Konsekuensi Hukum Perceraian Terhadap Harta Bersama Tanpa Perjanjian Perkawinan
Seluk Beluk Hukum Keluarga

Konsekuensi Hukum Perceraian Terhadap Harta Bersama Tanpa Perjanjian Perkawinan

​​​​​​​Dalam situasi tertentu, pengadilan bisa memutuskan untuk memberikan bagian harta bersama lebih besar kepada istri ketimbang suami.

Oleh:
Fitri Novia Heriani
Bacaan 7 Menit

Dalam UU Perkawinan, yang menjadi harta bersama adalah harta benda yang diperoleh selama perkawinan, sedangkan harta yang diperoleh sebelum perkawinan menjadi harta bawaan dari masing-masing suami dan istri. Harta bawaan dan harta benda yang diperoleh masing-masing sebagai hadiah atau warisan berada di bawah penguasaan masing-masig sepanjang para pihak tidak menentukan lain (Pasal 35 UU Perkawinan).

Jika tidak ada perjanjian perkawinan, dalam perceraian harta bawaan otomatis menjadi hak masing-masing suami atau istri dan harta bersama akan dibagi dua sama rata diantara keduanya (Pasal 128 KUHPer, Pasal 97 KHI). Tentunya jika ada perjanjian perkawinan, pembagian harta dilakukan berdasarkan ketentuan dalam perjanjian itu.

Pasal 97 Kompilasi Hukum Islam (KHI) mengatur “janda atau duda cerai hidup masing-masing berhak seperdua dari harta bersama sepanjang tidak ditentukan lain dalam perjanjian perkawinan.”. Lalu, dijelaskan Hilman (hlm. 193), bagi umat Katolik pada dasarnya tidak ada perceraian dalam agama Katolik, karena agama Katolik menolak adanya perceraian. Namun dalam praktiknya, pasangan Katolik tetap dapat bercerai secara perdata, walaupun secara Katolik perceraian tersebut dianggap tidak sah. Dalam hal yang demikian, perceraian dan pembagian harta bersama berpedoman pada ketentuan-ketentuan Kitab Undang-Undang Hukum Perdata (“KUHPer”).

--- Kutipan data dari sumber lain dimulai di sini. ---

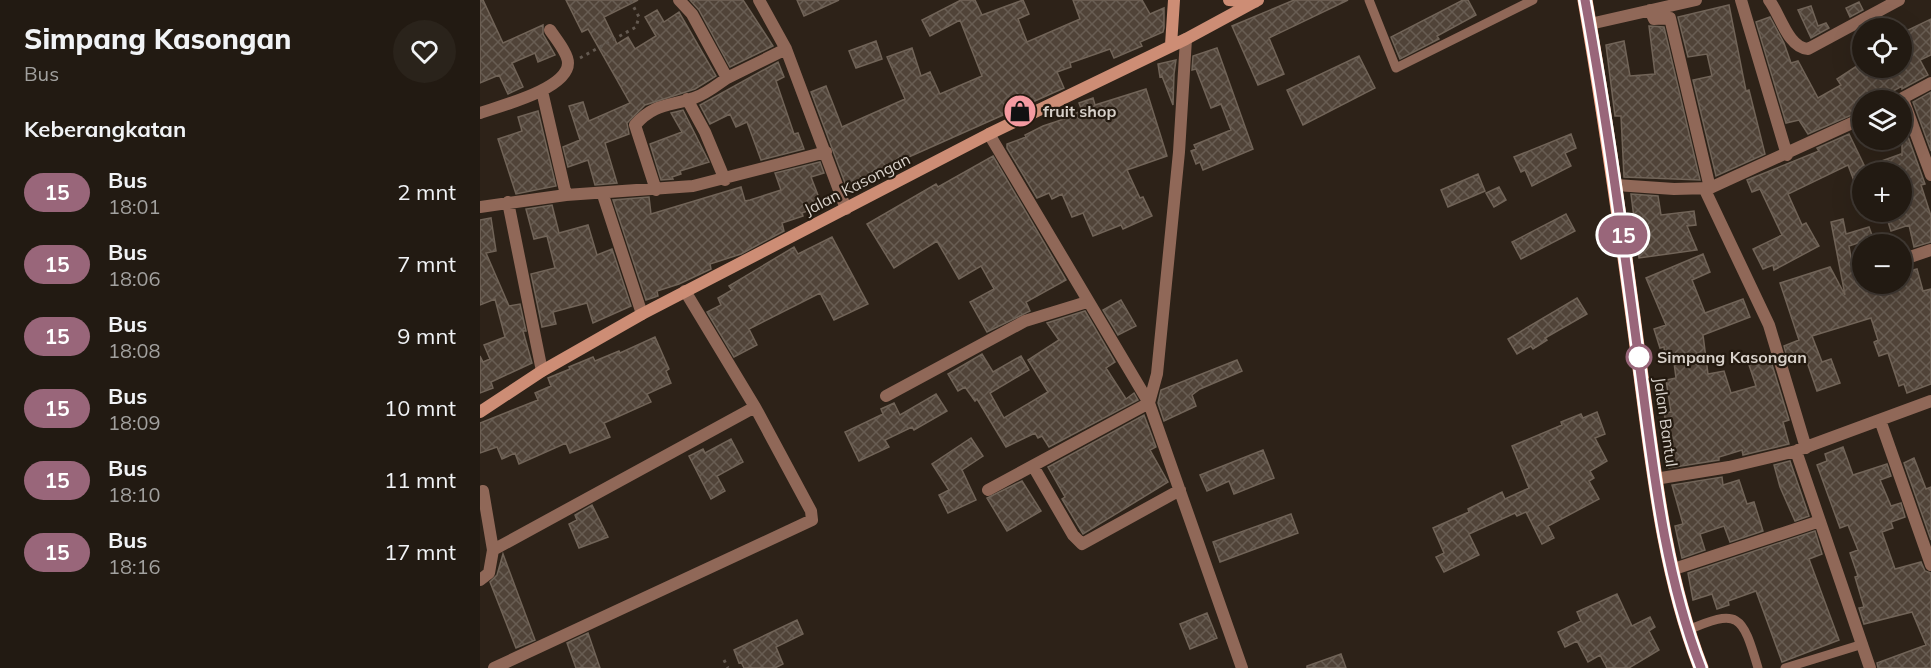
<!DOCTYPE html>
<html lang="id">
<meta charset="utf-8">
<style>
body{margin:0;font-family:Mulish,sans-serif;background:#2a231b;color:#f1f3f6;height:100vh;display:flex;flex-direction:column;font-size:22px;white-space:nowrap}
*{box-sizing:border-box;margin:0}
p{font-size:20px;color:#a2a19f}
.icon{flex:none;width:33px;height:33px;fill:none;stroke:currentColor;stroke-width:2;stroke-linecap:round;stroke-linejoin:round}
.map{position:relative;flex:1;overflow:hidden}
.panel{display:flex;flex-direction:column;background:#221a12;width:480px}
.panel>*{flex:none}
.badge{padding:0 12px;border-radius:20px;font-size:21px;line-height:39px}
.fabs{position:absolute;left:1372px;top:18px;display:grid;gap:12px}
.fabs a{display:grid;place-items:center;width:60px;height:60px;border-radius:50%;background:#221a12;box-shadow:0 6px 24px #0002,0 0 0 2px #3f3832;font-size:30px}
.map>.badge{position:absolute;translate:-50% -50%;box-shadow:0 0 0 3px #fff}
h2{padding:0 24px;font-size:22px;line-height:54px}
.round{display:grid;place-items:center;flex:none;width:63px;height:63px;border-radius:32px;background:#2a231b}
.headline{display:flex;align-items:center;justify-content:space-between;height:102px;padding:0 24px}
h1{font-size:28px;font-weight:800;line-height:45px}
ul{padding:0;list-style:none}
li{display:flex;align-items:center;gap:18px;height:72px;padding:0 24px}
li div{flex:1}
li b{display:block;font-size:22px}
li em{font-style:normal}
li .badge{min-width:66px;font-weight:700;text-align:center}
main{display:flex;flex:1;min-height:0}
.map>svg:first-child{display:block}
</style>
<main>
<section class="panel">
<div class="headline"><div><h1>Simpang Kasongan</h1><p>Bus</p></div><a class="round"><svg class="icon" aria-label="heart" viewBox="0 0 24 24"><path d="M12 20l-8-8c-3-5 5-10 8-4 3-6 11-1 8 4z"/></svg></a></div>
<h2>Keberangkatan</h2>
<ul>
<li><span class="badge" style="background:#99667a;color:#fff">15</span><div><b>Bus</b><p>18:01</p></div><em>2 mnt</em></li>
<li><span class="badge" style="background:#99667a;color:#fff">15</span><div><b>Bus</b><p>18:06</p></div><em>7 mnt</em></li>
<li><span class="badge" style="background:#99667a;color:#fff">15</span><div><b>Bus</b><p>18:08</p></div><em>9 mnt</em></li>
<li><span class="badge" style="background:#99667a;color:#fff">15</span><div><b>Bus</b><p>18:09</p></div><em>10 mnt</em></li>
<li><span class="badge" style="background:#99667a;color:#fff">15</span><div><b>Bus</b><p>18:10</p></div><em>11 mnt</em></li>
<li><span class="badge" style="background:#99667a;color:#fff">15</span><div><b>Bus</b><p>18:16</p></div><em>17 mnt</em></li>
</ul>
</section>
<div class="map">
<svg width="1451" height="668" viewBox="0 0 1451 668">
<defs>
<pattern id="building-cross-hatch" width="8" height="8" patternUnits="userSpaceOnUse" patternTransform="scale(1.5)"><rect width="8" height="8" fill="#504338"/><path d="M0 0l8 8M0 8l8-8" fill="none" stroke="#685d53"/></pattern>
</defs>
<rect width="100%" height="100%" fill="#2d2218"/>
<!-- building -->
<path fill="url(#building-cross-hatch)" stroke="#716458" stroke-width="1.5" d="M0,0H3L23,43L63,25V34L75,55L58,62L55,53L32,63L43,87L28,94L19,75L0,83Z
M86,0H158L124,17L137,44L148,37L155,49L176,36L165,17L177,10L184,22L199,12L236,76L215,89L165,105L147,123L149,134L125,143L137,183L115,185L108,160L88,167L83,147L100,140L89,106L103,102L109,121L150,103L108,29L102,32Z
M210,0H263L293,46L250,67L219,10Z
M317,0H359L324,16Z
M481,0H495L502,15L543,0L549,14L538,19L547,42L600,19L593,0H662L670,14L684,8V28L683,32L660,42L662,46L634,58L630,49L590,63L591,67L577,72L584,88L413,164L414,169L400,175L401,178L368,191L331,92L346,86L362,127L425,99L407,57L432,48L441,76L450,72L460,94L502,76L480,20L450,36L442,20Z
M814,0H868L789,38L804,74L778,85L752,26Z
M983,0H988L996,15L957,36L959,39L920,59L911,37Z
M1379,2L1383,10L1370,17L1366,8Z
M1249,5L1266,91L1269,90L1285,154L1236,176L1213,80L1232,76L1227,54L1208,57L1198,17Z
M1331,6L1338,26L1346,23L1349,28L1331,38L1318,10Z
M1290,17L1304,43L1311,63L1318,61L1338,98L1361,85L1357,79L1383,62V68H1422V33L1451,19V55L1440,60L1448,75L1422,89V86L1397,100H1383V110L1328,134L1319,120L1306,123L1276,22Z
M1169,26L1184,27L1220,180L1144,177L1141,116H1135L1126,45L1144,41L1150,76L1175,74Z
M396,41L402,59L376,68L369,51Z
M737,48L773,149L723,170L720,162L716,164L711,151L716,149L714,145L751,130L741,104L731,108L716,69L712,70L713,56Z
M879,56L895,88L823,125L807,90Z
M696,60L694,74L693,105L682,76L680,77L678,64Z
M298,62L304,77L296,81L314,134L318,133L324,149L281,160L267,122L256,127L250,114L230,124L220,105Z
M666,89L687,156L647,170L660,198L663,197L672,216L643,229L641,225L613,236L603,213L592,217L582,194L572,199L569,193L557,198L527,148V144L546,137L545,135L563,126L593,116V114L602,111L599,103L613,98L615,105Z
M1451,92V151L1433,102Z
M203,110L229,162L200,171L201,174L192,177L193,179L181,180L170,144L202,132L191,113Z
M58,111L76,186L36,194L18,139L42,131L38,117Z
M1422,120L1445,184L1441,185L1451,216V242L1434,247L1429,225L1411,231L1405,212H1422V172H1383L1382,202L1368,165L1308,194L1322,225L1326,223L1339,246L1294,270L1293,265L1283,269L1273,249L1302,235L1280,189L1272,192L1267,180L1339,151L1337,148L1369,134L1385,167L1421,154L1422,156Z
M1091,134L1096,148L1085,153L1091,166L1052,186L1045,170L1041,172L1034,157Z
M513,156L586,280L546,302L550,311L507,332L490,302L514,289L501,266L479,279L457,241L414,268L387,224L456,184L458,187Z
M340,162L344,173L331,177L341,203L326,208L327,211L322,213L323,216L302,223L304,231L261,254L230,264L231,269L199,284L177,291L178,296L166,300L133,200L169,197L171,214L261,187L265,201L270,200L301,190L295,173Z
M998,174L1005,191L968,207L961,190Z
M1019,187L1026,200L1014,207L1006,193Z
M1151,194L1178,196L1181,215L1214,211L1216,225L1207,226L1217,250L1159,258Z
M72,205L79,233L108,225L117,255L132,249L151,306L113,323L107,303L73,312L76,324L62,327L51,274L75,268L67,236L54,239L46,209Z
M1086,214L1095,231L1041,259L1032,242Z
M11,218L16,251L6,253L29,306L40,304L46,331H43L52,363L11,382L13,388L0,393V356L3,362L10,359L4,345L25,337L15,299L0,305V220Z
M1363,219L1366,234L1389,227L1393,238L1369,246L1373,270L1383,267V284H1422V273L1437,269L1443,291L1451,289V384L1427,393L1424,384L1419,386L1408,353L1399,356L1394,342L1398,340L1391,318L1332,336L1342,362L1351,359L1360,383L1337,391L1325,356L1308,361L1304,346L1319,340L1300,283L1350,267L1365,295L1351,222Z
M352,237L388,304L354,320L340,293L269,329L277,345L254,357L227,312L241,305L238,298L252,290L249,286L314,247L318,254Z
M1223,254L1230,272L1212,280L1225,313L1263,299L1270,317L1223,335L1228,374L1244,371L1251,393L1276,386L1269,365L1290,358L1309,420L1303,422L1309,444L1263,455L1262,450L1239,457V460L1189,468L1185,444L1190,443L1184,413L1191,412L1186,380L1196,378L1193,355L1185,356L1184,347L1180,348L1174,329L1186,325L1166,278Z
M1097,298L1107,314L1065,338L1067,340L1053,349L1051,346L1037,354L1028,339Z
M641,300L656,326L638,335L623,310Z
M605,311L635,362L626,368L646,399L654,393L658,400L569,447L562,436L558,438L555,433L526,447L497,399L495,401L485,387L478,391L468,374L502,354L513,372L541,356L549,370L510,393L524,418L568,392L548,360L579,340L567,323Z
M175,337L189,369L186,371L191,383L167,394L171,402L124,423L130,437L90,453L86,443L39,464L35,453L22,459L17,447L0,453V423L58,400L55,393L71,386L68,378L90,369L89,367L113,357L115,361L139,351L140,353Z
M757,360L762,371L720,389L712,395L716,406L684,421L678,403L681,390Z
M456,394L467,411L434,430L432,427L405,440L409,447L379,461L365,432L403,414L401,409L414,403L420,415Z
M1117,412L1125,434L1115,438L1127,461L1110,471L1114,478L1109,481L1119,499L1068,526L1074,538L1062,544L1046,512L1037,516L1035,513L989,534L999,555L964,572L956,557L964,553L953,528L989,512L988,509L1022,492L1025,499L1049,488L1032,446L1082,425L1081,422L1101,414L1103,418Z
M664,415L676,447L670,450L688,482L603,534L582,499L585,497L568,467Z
M491,438L503,456L482,470L496,500L468,513L459,495L469,490L452,464Z
M251,439L263,462L237,476L245,491L231,499L209,456L223,449L225,453Z
M1363,447L1373,475L1407,464L1411,476L1400,480L1411,506L1421,503L1425,517L1411,522L1413,528L1402,532L1415,569L1441,562L1445,571L1451,573V668H1398L1397,663L1446,645L1432,612L1384,624L1379,608L1384,607L1375,577L1378,576L1370,553L1378,550L1368,525L1360,528L1337,465L1347,461L1345,454Z
M783,450L794,478L754,494L749,481L727,491L720,475Z
M1434,458L1446,489L1451,487V540L1424,463Z
M1310,461L1329,516L1315,521L1300,487L1294,465Z
M1242,477L1243,485L1259,480L1267,504L1274,502L1283,531L1250,542L1244,526L1220,534L1225,550L1202,558L1195,526L1203,524L1192,485Z
M542,481L561,511L527,531L507,498Z
M112,505L128,537L99,548L89,524L97,520L95,515Z
M811,514L818,533L740,562L733,542Z
M1335,531L1342,554L1329,559L1359,640L1302,662L1276,591L1248,601L1249,605L1237,609L1232,594L1213,600L1208,573Z
M23,554L55,640L36,648L10,582L17,575Z
M1137,594L1152,626L1170,617L1175,627L1169,631L1179,650L1149,668H1127L1120,655L1108,662L1097,641L1085,647L1078,632L1101,621L1097,612Z
M727,613L737,638L710,649L700,624Z
M317,620L323,634L296,647L303,664L295,668H264L261,662L259,663L254,650Z
M108,633L120,668H96L87,643Z
M861,654L866,668H827V666Z"/>
<g fill="none" stroke-linecap="round" stroke-linejoin="round">
<!-- path -->
<path stroke="#635950" stroke-width="3" stroke-dasharray="3 4.5" stroke-linecap="butt" d="M100,58L156,27L159,17L150,0
M244,660L248,668"/>
<!-- lane -->
<path stroke="#906858" stroke-width="9" d="M889,0L916,68L1053,0
M1206,631C1259,608 1262,614 1278,668
M1305,668L1383,644"/>
<!-- street -->
<path stroke="#906858" stroke-width="12" d="M199,0L212,14L247,78L306,49
M279,0L306,49L366,209
M1261,0L1307,155
M1289,0C1300,14 1308,48 1328,49L1419,0
M1170,10L1174,19L1190,18L1230,188
M1110,24L1216,0
M62,91L86,195
M207,99L225,132L245,180
M1423,99L1451,175
M1419,100L1451,83
M0,113C20,106 88,89 88,63C88,53 75,38 70,30
M509,134L669,403L762,668
M1136,185L1194,189L1230,188L1383,118
M176,190L155,125C174,103 190,106 214,98C226,94 237,85 247,78
M1225,190L1289,325L1326,448
M123,195L162,314
M28,202L62,371
M0,207L86,195L213,186L346,152
M1427,258L1451,250
M406,396L545,321L607,302
M1400,420L1451,565
M1318,450L1451,401
M553,466L593,535L602,544L700,490
M1175,479L1249,467L1316,451L1390,668
M508,490L669,403L677,374L699,152L706,39
M13,550L275,407
M1191,570L1340,521
M0,580L9,573L13,550L3,491
M14,668L332,520L331,511L275,407L205,291"/>
<!-- secondary -->
<path stroke="#cd8d75" stroke-width="12" d="M749,0L775,2
M691,45L694,0
M0,412L62,371L162,314L509,134L706,39L778,0"/>
<!-- primary -->
<path stroke="#fdaa8a" stroke-width="15" d="M1105,0C1126,120 1143,240 1159,361C1173,464 1183,570 1221,668"/>
</g>
<g fill="none" stroke-linecap="round" stroke-linejoin="round">
<!-- line casing -->
<g stroke="#fff" stroke-width="14">
<path id="line" d="M1105,0C1127,120 1143,240 1159,361C1173,464 1183,570 1221,668"/>
</g>
<!-- line -->
<use href="#line" stroke="#99667a" stroke-width="9"/>
</g>
<!-- icons -->
<defs>
<g id="shop-disc" transform="scale(1.725)"><circle r="9.5" fill="#f49aa1" stroke="#23190f"/><path d="M-5-2.5h2.3a2.7 3.5 0 0 1 5.4 0H5L5.5 6h-11ZM-1.5-2.5h3a1.5 2.3 0 0 0-3 0Z" fill="#111"/></g>
</defs>
<g fill-rule="evenodd">
<use href="#shop-disc" x="540" y="111"/>
</g>
<!-- markers -->
<circle fill="#fff" stroke="#99667a" stroke-width="3" cx="1159" cy="357" r="12"/>
<g text-anchor="middle" dominant-baseline="central" stroke-width="4.5" stroke-linejoin="round" paint-order="stroke">
<!-- poi labels -->
<g font-size="16" font-weight="bold" fill="#d7d0c9" stroke="#23190f" text-anchor="start">
<text x="563" y="111">fruit shop</text>
</g>
<!-- street labels -->
<g font-size="16" fill="#d7d0c9" stroke="#23190f">
<text transform="translate(377 184) rotate(-27)">Jalan Kasongan</text>
<text transform="translate(1186 422) rotate(82)">Jalan Bantul</text>
</g>
<!-- stop labels -->
<g font-size="16" font-weight="bold" fill="#d7d0c9" stroke="#23190f" text-anchor="start">
<text x="1177" y="357">Simpang Kasongan</text>
</g>
</g>
</svg>
<div class="fabs">
<a><svg class="icon" aria-label="locate" viewBox="0 0 24 24"><circle cx="12" cy="12" r="6"/><path d="M12 2v4M12 18v4M2 12h4M18 12h4"/></svg></a>
<a><svg class="icon" aria-label="layers" viewBox="0 0 24 24"><path d="M12 4l9 5-9 5-9-5zM3 14l9 5 9-5"/></svg></a>
<a>+</a>
<a>−</a>
</div>
<b class="badge" style="left:1143px;top:235px;background:#99667a;color:#fff">15</b>
</div>
</main>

Berdasarkan Pasal 126 KUHPer, harta bersama bubar demi hukum salah satunya karena perceraian. Lalu, setelah bubarnya harta bersama, kekayaan bersama mereka dibagi dua antara suami dan isteri, atau antara para ahli waris mereka, tanpa mempersoalkan dan pihak mana asal barang-barang itu.

Pada dasarnya persoalan pembagian harta ini bisa diajukan bersamaan dengan gugatan cerai. Dalam hal demikian maka daftar harta bersama dan bukti-bukti bila harta tersebut diperoleh selama perkawinan disebutkan dalam alasan pengajuan gugatan cerai (posita). Dan kemudian disebutkan dalam tentang permintaan pembagian harta dalam berkas tuntutan (petitum). Putusan pengadilan atas perceraian tersebut akan memuat pembagian harta.

Bagaimana jika dilakukan perjanjian perkawinan yang intinya memisahkan seluruh harta bawaan dan harta perolehan antara suami istri tersebut? Maka ketika perceraian terjadi, masing-masing suami/istri tersebut hanya memperoleh harta yang terdaftar atas nama mereka. Karena tidak dikenal istilah harta bersama atau istilah awamnya “harta gono gini”.

Baik KUHPer maupun UU Perkawinan sudah mengatur pembagian harta bersama dimana harta dibagi dengan besaran yang sama atau 50:50 persen. Tetapi nyatanya aturan ini tidak menjadi patokan kaku bagi hakim yang menangani kasus perceraian dengan kasus harta bersama atau tidak dipisahkan.